Physical Deep Learning
The record-breaking performance of artificial neural network (ANN)-based machine learning in image processing, speech recognition, gaming, and more has successfully demonstrated its excellence Ability. Although these algorithms resemble the way the human brain works, they are essentially implemented at the software level using traditional von Neumann computing hardware. However, such digital computing-based artificial neural networks face problems in energy consumption and processing speed.
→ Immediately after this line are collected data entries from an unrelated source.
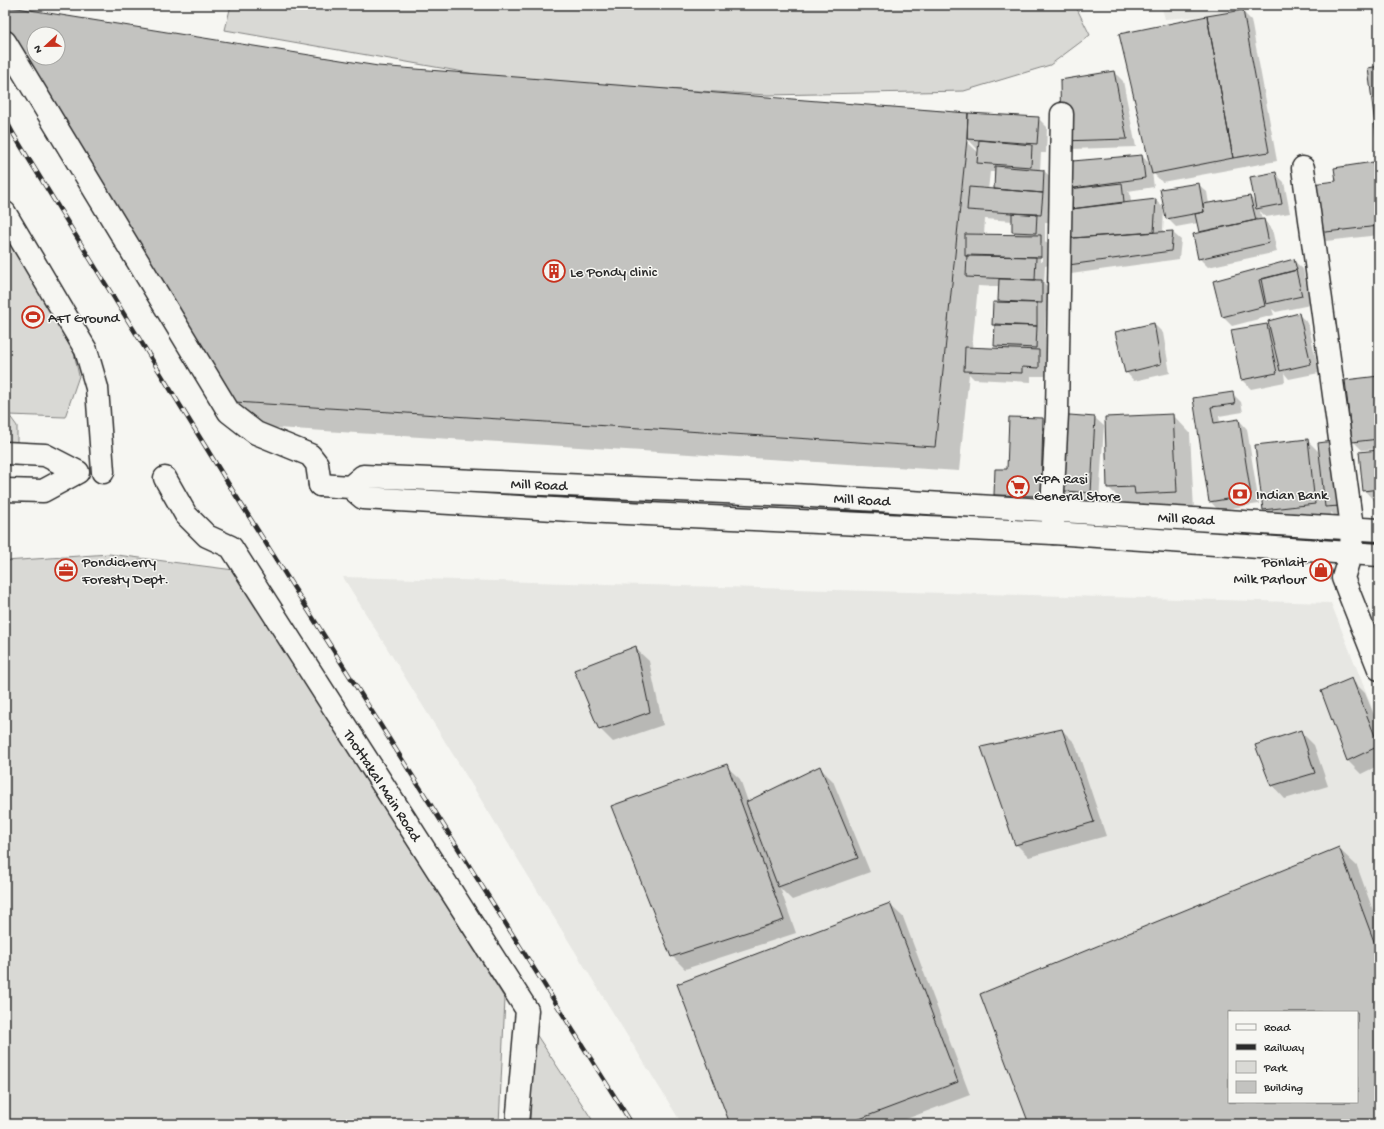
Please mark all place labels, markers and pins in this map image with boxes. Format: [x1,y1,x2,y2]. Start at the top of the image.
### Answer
building icon: Le Pondy clinic [541,258,567,284]
place label: Le Pondy clinic [570,264,658,282]
sports icon: AFT Ground [20,304,46,330]
place label: AFT Ground [48,310,121,328]
place label: KPA Rasi General Store [1034,471,1121,506]
supermarket icon: KPA Rasi General Store [1005,474,1031,500]
bank icon: Indian Bank [1227,481,1253,507]
place label: Indian Bank [1256,487,1329,505]
place label: Pondicherry Foresty Dept. [81,554,169,589]
place label: Ponlait Milk Parlour [1233,554,1308,589]
office icon: Pondicherry Foresty Dept. [53,557,79,583]
shop icon: Ponlait Milk Parlour [1308,557,1334,583]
These issues motivate the use of alternative physical platforms for the implementation of artificial neural networks.
Interestingly, even passive physical dynamics can be used as computational resources in randomly connected ANNs. Known as a Physical Reservoir Computer (RC) or Extreme Learning Machine (ELM), the ease of implementation of this framework greatly expands the choice of achievable materials and their range of applications. Such physically implemented neural networks (PNNs) are able to outsource task-specific computational load to physical systems.
Building deeper physical networks is a promising direction to further improve performance, as they can exponentially expand network expressive capabilities. This motivates proposals for deep PNNs using various physical platforms. Their training essentially relies on a method called backpropagation (BP), which has achieved great success in software-based ANNs. However, BP is not suitable for PNN in the following aspects. First, the physical implementation of BP operations remains complex and not scalable. Second, BP requires an accurate understanding of the entire physical system. Furthermore, when we apply BP to RC, these requirements undermine the unique properties of physical RC, namely that we need to accurately understand and simulate black-box physical stochastic networks.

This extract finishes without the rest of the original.